Llega la Navidad del 2014 con una
doble queja que viene de lejos. Desde el frente laicista se dice que sobran
símbolos religiosos en lugares públicos como ayuntamientos o escuelas, por no
hablar de los interminables villancicos que algunas iglesias cuelgan de sus
campanarios. Desde la sensibilidad religiosa, sin embargo, lo que se oye son lamentos
porque estas efemérides cristianas, llenas de contenidos trascendentales que
afectan al sentido de la vida de los hombres y de la historia de la humanidad,
se resuelve en un desatado consumismo que en nada recuerda sus orígenes
religiosos.
Tratándose de ritos tan arraigados
-ritos que han marcado las biografías personales y también la vida de los
pueblos- conviene no apresurarse en los juicios. Es mucho lo que se ha ido pero
es mucho también lo que queda. Se está produciendo un gran cambio que los
defensores tanto de la secularización total como de la fidelidad al sentido
religioso deberían tener en cuenta antes de dictar sentencia sobre si hay que
acelerar el proceso o detenerle.
Esta sociedad española, tan laicista
como consumista, sigue sin embargo anclada en tres pilares culturales que
remiten a su origen religioso. En primer lugar, el calendario vigente que
distingue entre días de trabajo y días festivos. Es una minucia contra la que,
sin embargo, nada pudo la revolución francesa que quiso imponer un calendario
civil en el que todos los días eran iguales. Aquellos revolucionarios podían
cortar cabezas de aristócratas, llevar monjas al patíbulo o aterrorizar a
ciudadanos invocando los más grandes valores morales, pero lo que no soportaron
fue que se les impusiera un calendario revolucionario con fiestas inventadas
por los propagandistas políticos. Pensaban que con el calendario no se juega y
no se le toca. Al distinguir entre días laborables y días festivos, la sociedad
recoge un principio bíblico según el cual el hombre no vive para trabajar sino
que trabaja para vivir. Es domingo da sentido a toda la semana. Es verdad que
ya no vivimos tiempos en los que las horas litúrgicas marquen el ritmo de la
jornada de trabajo como ocurrió en la Europa de San Benito.

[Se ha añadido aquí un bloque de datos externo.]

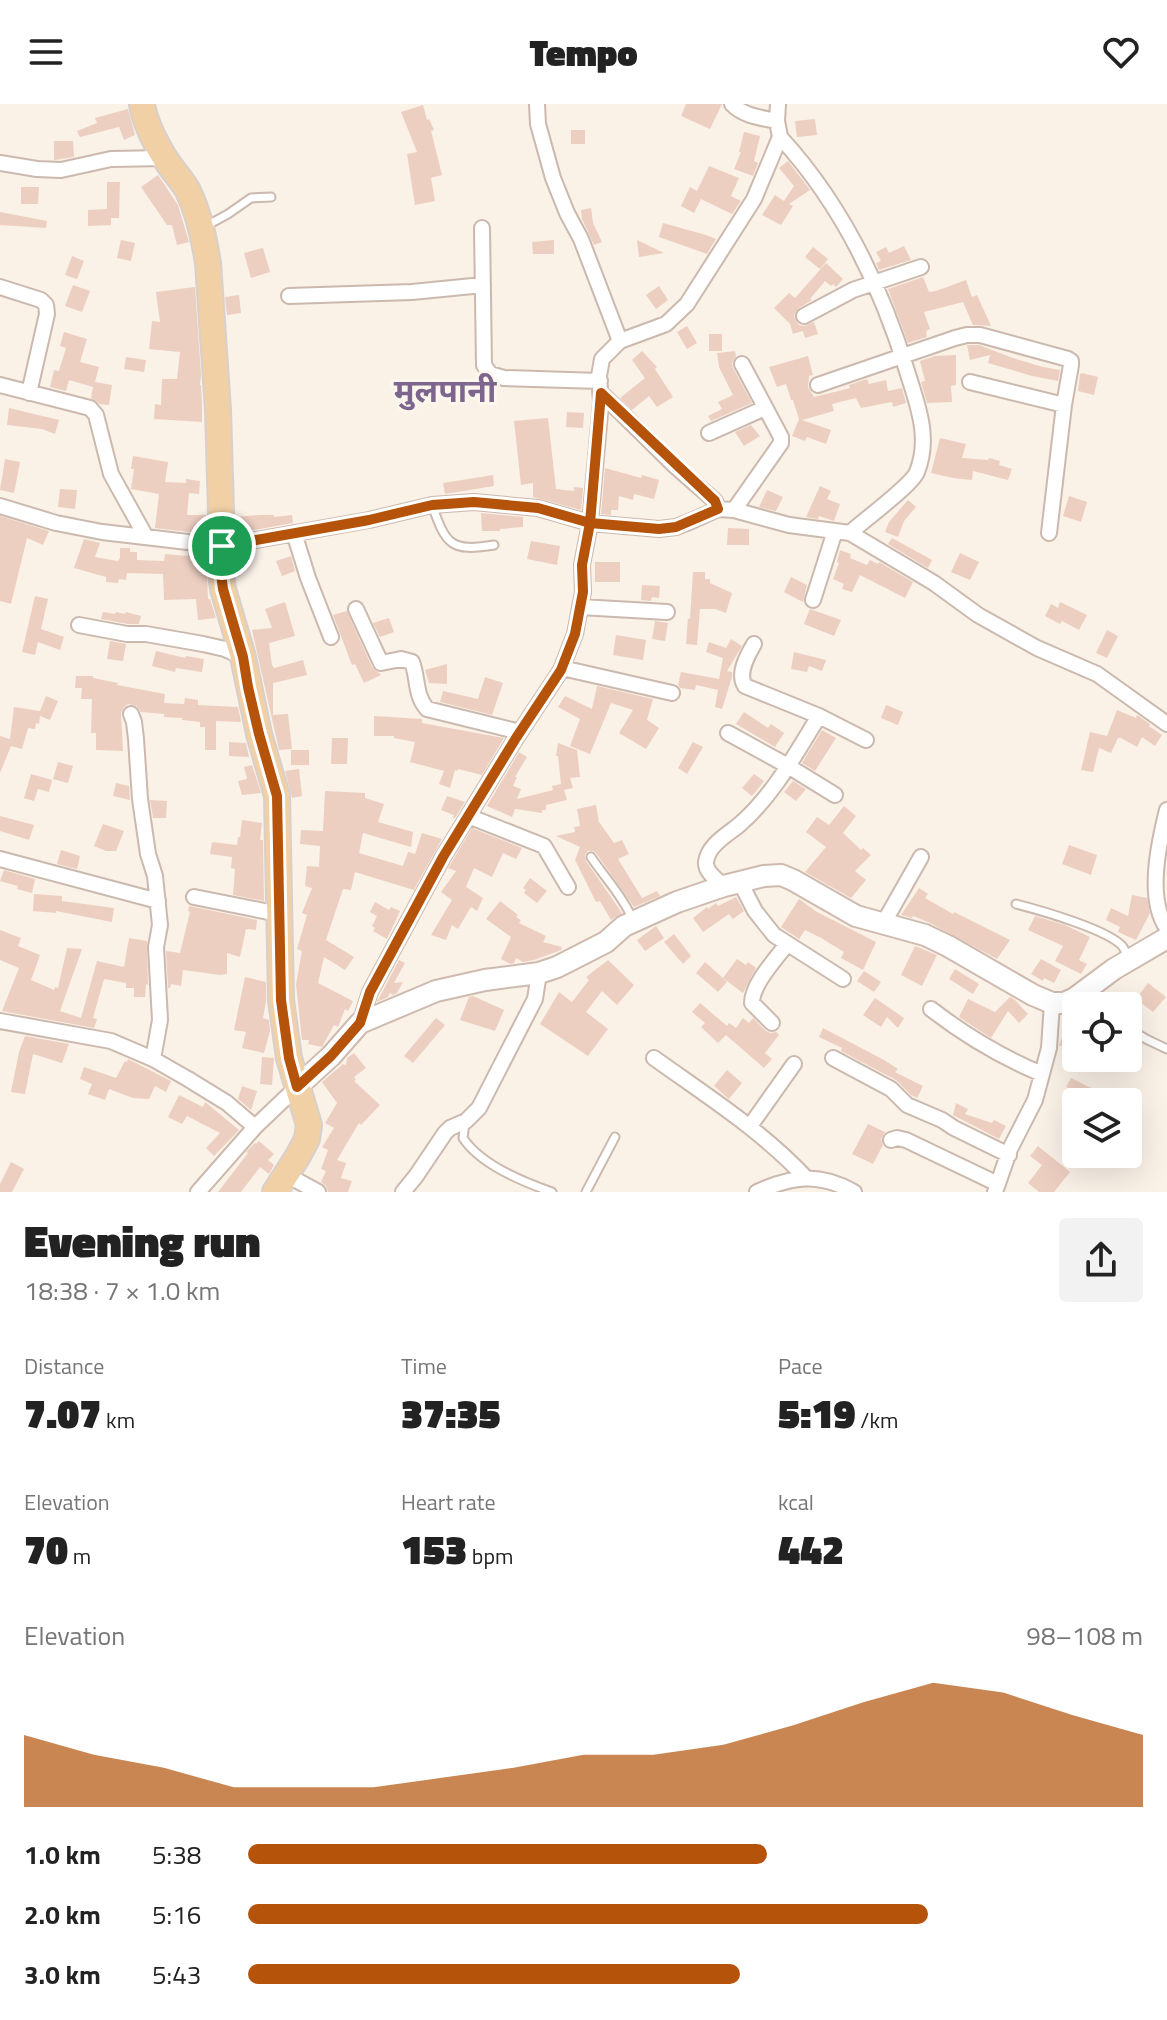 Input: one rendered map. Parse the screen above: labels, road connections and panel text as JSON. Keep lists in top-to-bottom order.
{
  "districts": ["मुलपानी"],
  "page": {
    "header": "Tempo",
    "heading": ["Evening run", "18:38 · 7 × 1.0 km"],
    "stats": [
      ["Distance", "7.07 km"],
      ["Time", "37:35"],
      ["Pace", "5:19 /km"],
      ["Elevation", "70 m"],
      ["Heart rate", "153 bpm"],
      ["kcal", "442"]
    ],
    "chart": ["Elevation", "98–108 m"],
    "list": [
      {
        "name": "1.0 km",
        "note": "5:38"
      },
      {
        "name": "2.0 km",
        "note": "5:16"
      },
      {
        "name": "3.0 km",
        "note": "5:43"
      }
    ]
  }
}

Cierto es
igualmente que cada vez más se trabaja en domingo. Pero sigue en pie la idea de
que hay días festivos y días de trabajo. Cuando la sociedad llegue a la sonada
conclusión de que el hombre debe vivir para trabajar, dejará el camino expedito
para que el domingo o el día festivo sea un días más de trabajo.
El segundo recuerdo de la cultura
cristiana presente en nuestro tiempo es el regalo. Sobre él se han lanzado y
con razón toda suerte de diatribas morales porque simboliza eminentemente los
vicios de la sociedad de consumo. El regalo ha perdido en buena parte su encanto
convirtiéndose en trueque de cosas que no transmiten nada personal sino la
propia cosa. Pero aún así sigue mantenido en buena medida su ángel. El regalo
sigue siendo un gesto gratuito, un don, un momento de generosidad, que
asociamos a estas fiestas, a los Magos de Oriente, y a todas esas otras figuras
contaminadas por la magia de estos singulares personajes. Claro que nos podemos
imaginar una forma de evolución del ser humano en la que el gesto del don
resulte perfectamente ridículo. Dar por dar sería un despilfarro inexplicable
por improductivo. Cuando la sociedad llegue a ese momento también podremos
hablar de haber por fin superado una cultura religiosa incompatible con una concepción
laica de la existencia, lo que no sería una ganancia.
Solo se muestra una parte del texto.